After he sat down, it was all I could think about, those words. Over the rest of the hour, three more spoke, but I barely heard their ministry. Again not good Quaker practice, but I had something close, something I needed to hear. Naked heart and being open, I thought. Naked and—
No—not “and”—they were the same thing. This. This was the something that I needed. That I needed to say.
Wait—”say”?
Oh no. Not now. I trembled, holding the impulse close. Trying to examine it. But I did have to say it. I’d been moved to speak only in workshops and youth gatherings, but never to minister to a full Meeting for Worship. But I knew with the certainty of my own existence that now I was going to. Because I had left myself open to the prompting of the Spirit. Because I had to keep doing it all this next week.
The door behind me opened quietly, and Ellen led in the First Day Class to sit in the empty row behind me—in a few minutes, Meeting would end. I didn’t turn around, didn’t look, as they settled. It was time. I wiped my damp palms against my jeans and stood, looking across the room at bowed heads and open faces. Faces of people awaiting my words of the spirit.
My voice came out firm, stronger than I expected given my trembling. “The strength to leave oneself open to the truth is the strength needed to face the truth. The Light shines clearly through a lens only when it is naked.”
And then my knees collapsed, and my butt plopped down in the metal seat. I was still trembling, shaking worse than when I’d first asked Brad out. Or yesterday, when Tara broke up with me, when Darrell laughed at me for not knowing about him or the other boys. My heart felt empty, drained—like a vessel with everything poured out. And yet I was utterly at peace.
I was still recovering when the Clerk turned to her neighbor and shook his hand—the signal for the close of Meeting. Everyone did the same. Ellen reached over my shoulder to take mine. “Good morning.”
“Morning,” I managed.
“First time?”
Speaking, she meant. I swallowed and nodded.

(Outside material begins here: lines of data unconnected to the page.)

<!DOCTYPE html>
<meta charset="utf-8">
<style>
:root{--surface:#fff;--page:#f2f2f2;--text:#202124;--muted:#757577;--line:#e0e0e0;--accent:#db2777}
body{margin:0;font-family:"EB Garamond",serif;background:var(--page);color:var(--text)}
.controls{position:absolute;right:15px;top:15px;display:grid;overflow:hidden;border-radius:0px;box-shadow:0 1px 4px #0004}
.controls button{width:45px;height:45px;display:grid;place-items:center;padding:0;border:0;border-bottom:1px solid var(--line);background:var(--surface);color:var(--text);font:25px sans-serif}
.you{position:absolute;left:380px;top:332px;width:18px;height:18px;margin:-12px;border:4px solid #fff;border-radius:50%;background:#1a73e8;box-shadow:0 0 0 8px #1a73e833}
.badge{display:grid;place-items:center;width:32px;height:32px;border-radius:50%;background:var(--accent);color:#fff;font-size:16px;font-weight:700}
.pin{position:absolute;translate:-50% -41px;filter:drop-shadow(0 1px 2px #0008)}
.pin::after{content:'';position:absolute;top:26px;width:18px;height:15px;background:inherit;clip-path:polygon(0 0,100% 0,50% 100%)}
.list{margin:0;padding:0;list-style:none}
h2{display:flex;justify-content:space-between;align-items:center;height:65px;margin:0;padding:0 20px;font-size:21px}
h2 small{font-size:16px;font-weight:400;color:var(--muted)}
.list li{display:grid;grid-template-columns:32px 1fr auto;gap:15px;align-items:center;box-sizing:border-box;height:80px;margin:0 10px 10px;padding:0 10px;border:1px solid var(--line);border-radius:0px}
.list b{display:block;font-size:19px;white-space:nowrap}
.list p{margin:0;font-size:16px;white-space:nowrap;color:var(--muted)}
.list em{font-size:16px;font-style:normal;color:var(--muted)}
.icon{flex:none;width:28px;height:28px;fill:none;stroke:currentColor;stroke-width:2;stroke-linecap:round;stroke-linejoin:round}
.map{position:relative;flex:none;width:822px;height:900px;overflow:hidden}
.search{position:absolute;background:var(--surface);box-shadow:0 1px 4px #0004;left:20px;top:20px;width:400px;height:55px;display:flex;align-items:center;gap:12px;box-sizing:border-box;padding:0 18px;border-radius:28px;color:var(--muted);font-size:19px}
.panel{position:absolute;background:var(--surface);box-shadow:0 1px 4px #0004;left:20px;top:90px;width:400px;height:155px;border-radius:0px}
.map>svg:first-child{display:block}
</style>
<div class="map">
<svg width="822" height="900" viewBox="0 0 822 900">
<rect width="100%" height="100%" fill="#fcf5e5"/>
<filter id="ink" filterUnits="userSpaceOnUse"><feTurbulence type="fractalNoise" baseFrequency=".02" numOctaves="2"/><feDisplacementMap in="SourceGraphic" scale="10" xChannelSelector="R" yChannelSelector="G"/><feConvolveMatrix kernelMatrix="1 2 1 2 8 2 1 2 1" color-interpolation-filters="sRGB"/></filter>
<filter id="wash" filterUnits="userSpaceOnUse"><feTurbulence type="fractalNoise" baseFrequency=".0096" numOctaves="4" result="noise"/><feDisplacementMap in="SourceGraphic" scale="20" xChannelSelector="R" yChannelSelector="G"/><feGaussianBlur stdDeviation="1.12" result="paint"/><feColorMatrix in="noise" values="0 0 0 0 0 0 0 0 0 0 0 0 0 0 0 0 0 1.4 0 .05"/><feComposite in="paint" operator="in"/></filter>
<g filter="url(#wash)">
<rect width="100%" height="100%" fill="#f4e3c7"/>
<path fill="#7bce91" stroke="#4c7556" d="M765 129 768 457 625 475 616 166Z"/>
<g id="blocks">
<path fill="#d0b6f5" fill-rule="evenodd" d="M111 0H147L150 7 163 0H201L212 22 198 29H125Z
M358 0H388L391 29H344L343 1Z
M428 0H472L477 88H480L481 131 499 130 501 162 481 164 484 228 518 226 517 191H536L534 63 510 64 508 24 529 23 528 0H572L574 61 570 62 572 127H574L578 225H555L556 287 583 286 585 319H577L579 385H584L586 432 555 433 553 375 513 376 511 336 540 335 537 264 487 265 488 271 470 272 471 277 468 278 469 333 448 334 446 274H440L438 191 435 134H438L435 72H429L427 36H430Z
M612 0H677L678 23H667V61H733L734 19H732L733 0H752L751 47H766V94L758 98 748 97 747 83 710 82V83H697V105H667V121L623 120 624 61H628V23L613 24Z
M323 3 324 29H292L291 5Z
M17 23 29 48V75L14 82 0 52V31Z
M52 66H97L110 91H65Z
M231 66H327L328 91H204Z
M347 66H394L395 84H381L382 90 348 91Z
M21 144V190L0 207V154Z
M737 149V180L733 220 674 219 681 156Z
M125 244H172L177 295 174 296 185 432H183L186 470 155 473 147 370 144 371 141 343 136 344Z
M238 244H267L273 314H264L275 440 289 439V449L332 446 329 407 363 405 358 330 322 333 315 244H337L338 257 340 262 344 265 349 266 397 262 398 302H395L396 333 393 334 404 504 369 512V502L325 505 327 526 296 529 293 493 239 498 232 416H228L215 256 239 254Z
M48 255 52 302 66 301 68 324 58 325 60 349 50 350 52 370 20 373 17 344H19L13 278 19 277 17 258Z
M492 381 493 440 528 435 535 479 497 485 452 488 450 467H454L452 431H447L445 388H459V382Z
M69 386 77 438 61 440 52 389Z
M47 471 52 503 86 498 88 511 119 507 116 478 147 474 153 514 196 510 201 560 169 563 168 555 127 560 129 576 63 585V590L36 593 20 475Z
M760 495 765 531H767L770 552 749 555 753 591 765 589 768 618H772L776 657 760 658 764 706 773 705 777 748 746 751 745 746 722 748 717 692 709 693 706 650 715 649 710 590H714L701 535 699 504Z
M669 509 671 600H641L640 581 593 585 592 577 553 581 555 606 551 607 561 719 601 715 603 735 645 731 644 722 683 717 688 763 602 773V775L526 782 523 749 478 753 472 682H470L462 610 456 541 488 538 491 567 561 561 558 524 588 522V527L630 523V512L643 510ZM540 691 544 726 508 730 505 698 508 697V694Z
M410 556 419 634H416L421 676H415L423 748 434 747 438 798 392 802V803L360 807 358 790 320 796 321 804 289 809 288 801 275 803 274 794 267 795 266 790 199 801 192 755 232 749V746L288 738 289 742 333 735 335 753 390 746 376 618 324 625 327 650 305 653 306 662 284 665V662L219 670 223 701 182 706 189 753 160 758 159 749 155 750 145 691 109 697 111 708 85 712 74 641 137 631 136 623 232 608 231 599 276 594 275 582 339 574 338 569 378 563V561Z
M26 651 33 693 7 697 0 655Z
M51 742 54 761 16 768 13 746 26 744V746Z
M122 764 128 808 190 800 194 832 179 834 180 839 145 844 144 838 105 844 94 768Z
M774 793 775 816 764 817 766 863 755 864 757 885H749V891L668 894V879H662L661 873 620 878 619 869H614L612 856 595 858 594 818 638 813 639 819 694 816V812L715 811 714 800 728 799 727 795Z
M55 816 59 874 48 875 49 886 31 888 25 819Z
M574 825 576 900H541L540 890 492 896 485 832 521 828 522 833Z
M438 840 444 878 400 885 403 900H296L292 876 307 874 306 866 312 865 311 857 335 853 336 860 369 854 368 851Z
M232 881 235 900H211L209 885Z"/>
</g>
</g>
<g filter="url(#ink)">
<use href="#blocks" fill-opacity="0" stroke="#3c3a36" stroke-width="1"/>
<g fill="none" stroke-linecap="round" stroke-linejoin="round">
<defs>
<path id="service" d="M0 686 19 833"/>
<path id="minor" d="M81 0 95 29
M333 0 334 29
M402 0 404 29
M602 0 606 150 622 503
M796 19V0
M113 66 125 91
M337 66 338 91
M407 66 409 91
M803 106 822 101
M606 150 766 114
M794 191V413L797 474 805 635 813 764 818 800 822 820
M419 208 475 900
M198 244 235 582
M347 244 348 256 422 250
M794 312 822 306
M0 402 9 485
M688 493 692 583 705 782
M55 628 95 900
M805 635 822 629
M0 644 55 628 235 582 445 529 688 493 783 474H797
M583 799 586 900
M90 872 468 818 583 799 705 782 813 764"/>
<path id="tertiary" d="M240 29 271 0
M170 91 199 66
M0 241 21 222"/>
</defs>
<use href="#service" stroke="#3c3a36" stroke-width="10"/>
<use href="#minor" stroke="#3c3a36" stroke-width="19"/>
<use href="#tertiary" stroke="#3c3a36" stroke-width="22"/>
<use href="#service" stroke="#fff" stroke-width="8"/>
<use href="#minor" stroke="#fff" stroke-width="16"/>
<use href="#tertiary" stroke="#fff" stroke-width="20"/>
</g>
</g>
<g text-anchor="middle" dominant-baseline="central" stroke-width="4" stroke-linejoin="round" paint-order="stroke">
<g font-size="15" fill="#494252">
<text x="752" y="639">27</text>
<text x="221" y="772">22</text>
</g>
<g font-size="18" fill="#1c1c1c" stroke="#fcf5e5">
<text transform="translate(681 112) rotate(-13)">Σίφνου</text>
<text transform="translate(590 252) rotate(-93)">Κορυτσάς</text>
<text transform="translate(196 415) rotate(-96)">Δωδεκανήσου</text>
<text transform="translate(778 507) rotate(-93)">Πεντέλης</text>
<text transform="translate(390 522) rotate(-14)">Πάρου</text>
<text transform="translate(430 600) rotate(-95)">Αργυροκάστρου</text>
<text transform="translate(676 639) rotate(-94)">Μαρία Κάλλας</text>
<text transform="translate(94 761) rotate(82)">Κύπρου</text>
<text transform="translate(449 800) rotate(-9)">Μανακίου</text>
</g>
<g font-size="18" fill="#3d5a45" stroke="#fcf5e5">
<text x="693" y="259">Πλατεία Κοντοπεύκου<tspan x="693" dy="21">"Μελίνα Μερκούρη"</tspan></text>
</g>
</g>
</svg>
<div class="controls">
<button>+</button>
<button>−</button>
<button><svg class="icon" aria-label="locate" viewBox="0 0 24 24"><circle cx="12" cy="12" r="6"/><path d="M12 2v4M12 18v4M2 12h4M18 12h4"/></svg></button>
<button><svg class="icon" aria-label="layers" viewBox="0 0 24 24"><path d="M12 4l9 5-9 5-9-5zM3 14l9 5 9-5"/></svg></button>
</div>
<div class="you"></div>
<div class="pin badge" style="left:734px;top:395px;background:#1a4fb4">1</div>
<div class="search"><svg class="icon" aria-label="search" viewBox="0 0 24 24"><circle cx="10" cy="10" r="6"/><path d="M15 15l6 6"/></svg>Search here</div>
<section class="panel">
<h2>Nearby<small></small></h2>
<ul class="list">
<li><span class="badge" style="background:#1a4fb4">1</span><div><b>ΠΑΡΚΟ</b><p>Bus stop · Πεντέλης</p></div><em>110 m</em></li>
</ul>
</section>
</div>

She smiled. “Then you listened well.”
During fellowship, after, a few Elders thanked me for my words—for my first vocal ministry. But only Perry, Mr. Falcon, guessed what my last word really meant.
“Are you—this week—?” he asked quietly.
I nodded. “First naked out of the gate,” I said, trying to make a joke of it. Chosen for the Program as a freshman during its first week of the year. First of all my classmates, none of whom had seen a naked student in school before—all of them eager to find out what it meant.
He didn’t wince—but the smile was twisted wry with pain. Sympathy pain. “If you need a refuge, my classroom is always open,” he told me.
I thought a moment, then nodded. “Thank you.”
I had a feeling I was going to need it.